Task instructions - Output only an exact transcription of the line containing "I need the bounding" and all lines that follow it in the data below.

Source data -
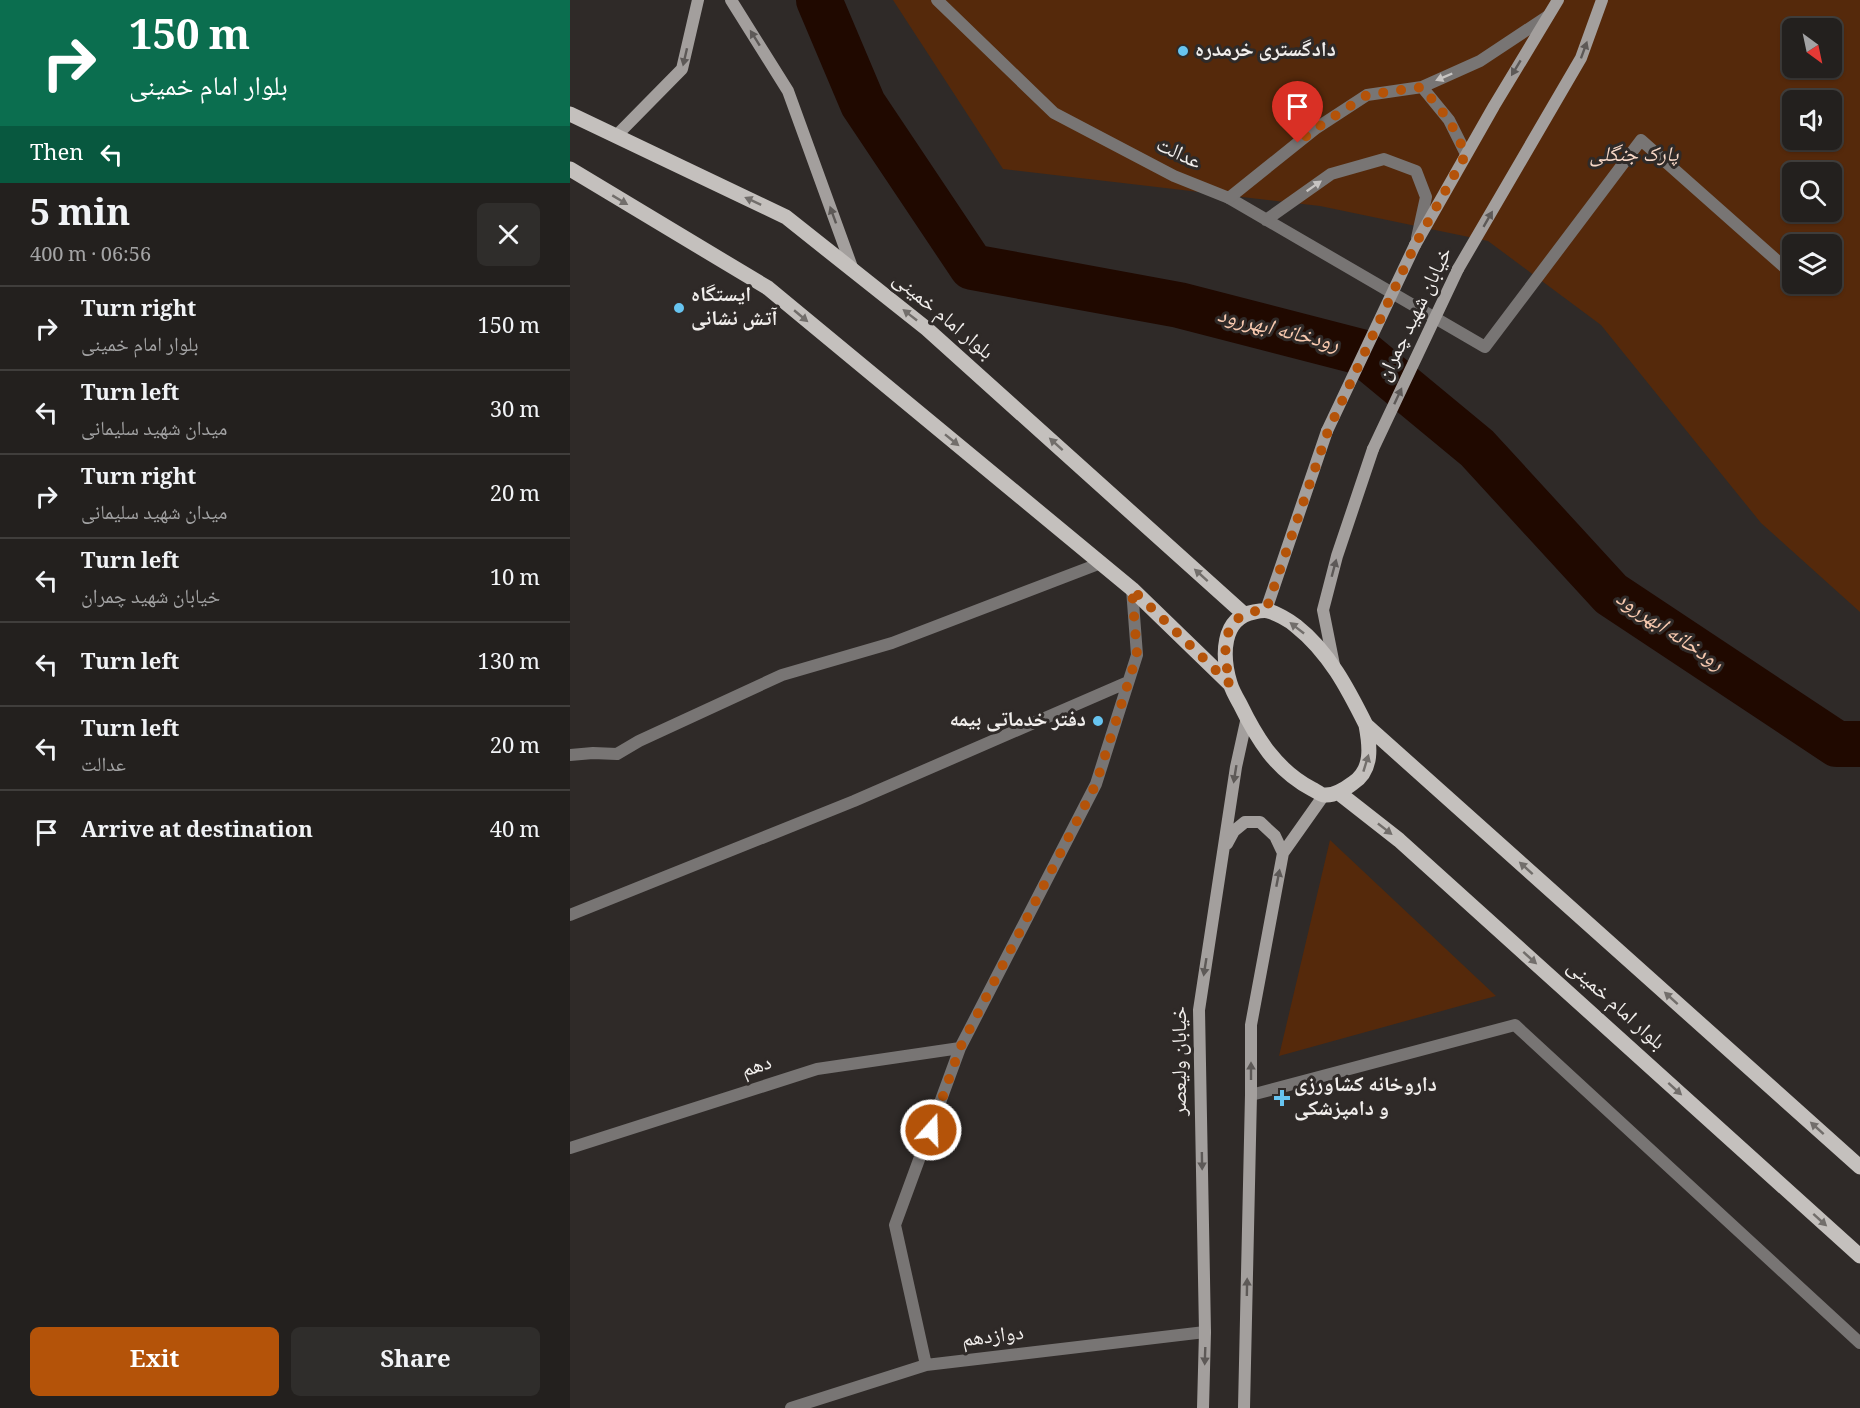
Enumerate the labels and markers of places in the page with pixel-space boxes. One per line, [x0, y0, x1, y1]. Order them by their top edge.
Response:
place label: دادگستری خرمدره [1195, 34, 1336, 69]
marker: دادگستری خرمدره [1176, 44, 1190, 58]
pin [1272, 81, 1323, 143]
place label: ایستگاه آتش نشانی [691, 279, 777, 338]
marker: ایستگاه آتش نشانی [672, 301, 686, 315]
place label: دفتر خدماتی بیمه [949, 704, 1086, 739]
marker: دفتر خدماتی بیمه [1091, 714, 1105, 728]
place label: داروخانه کشاورزی و دامپزشکی [1294, 1069, 1437, 1128]
marker: داروخانه کشاورزی و دامپزشکی [1275, 1091, 1289, 1105]

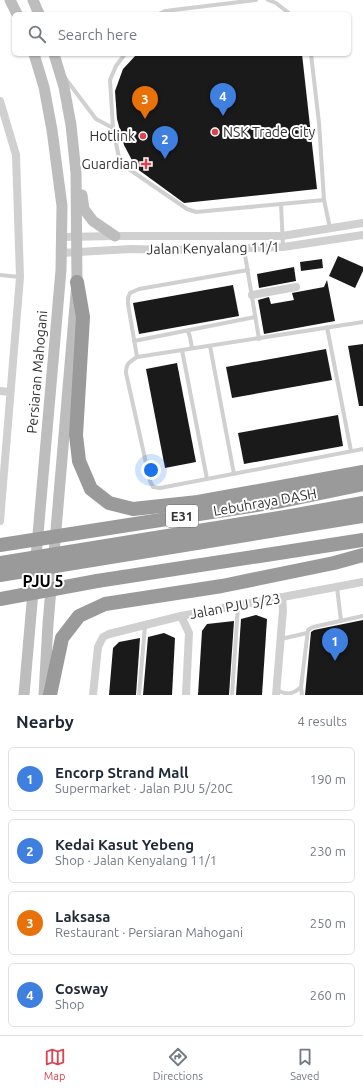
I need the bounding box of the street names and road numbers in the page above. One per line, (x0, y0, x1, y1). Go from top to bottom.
street label: Jalan Kenyalang 11/1 (146, 239, 280, 257)
street label: Persiaran Mahogani (24, 310, 50, 434)
street label: Lebuhraya DASH (212, 485, 318, 519)
road number: E31 (166, 505, 198, 527)
street label: Jalan PJU 5/23 (188, 590, 282, 622)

Response to the exercise -
I need the bounding box of the street names and road numbers in the page above. One per line, (x0, y0, x1, y1). Go from top to bottom.
street label: Jalan Kenyalang 11/1 (146, 239, 280, 257)
street label: Persiaran Mahogani (24, 310, 50, 434)
street label: Lebuhraya DASH (212, 485, 318, 519)
road number: E31 (166, 505, 198, 527)
street label: Jalan PJU 5/23 (188, 590, 282, 622)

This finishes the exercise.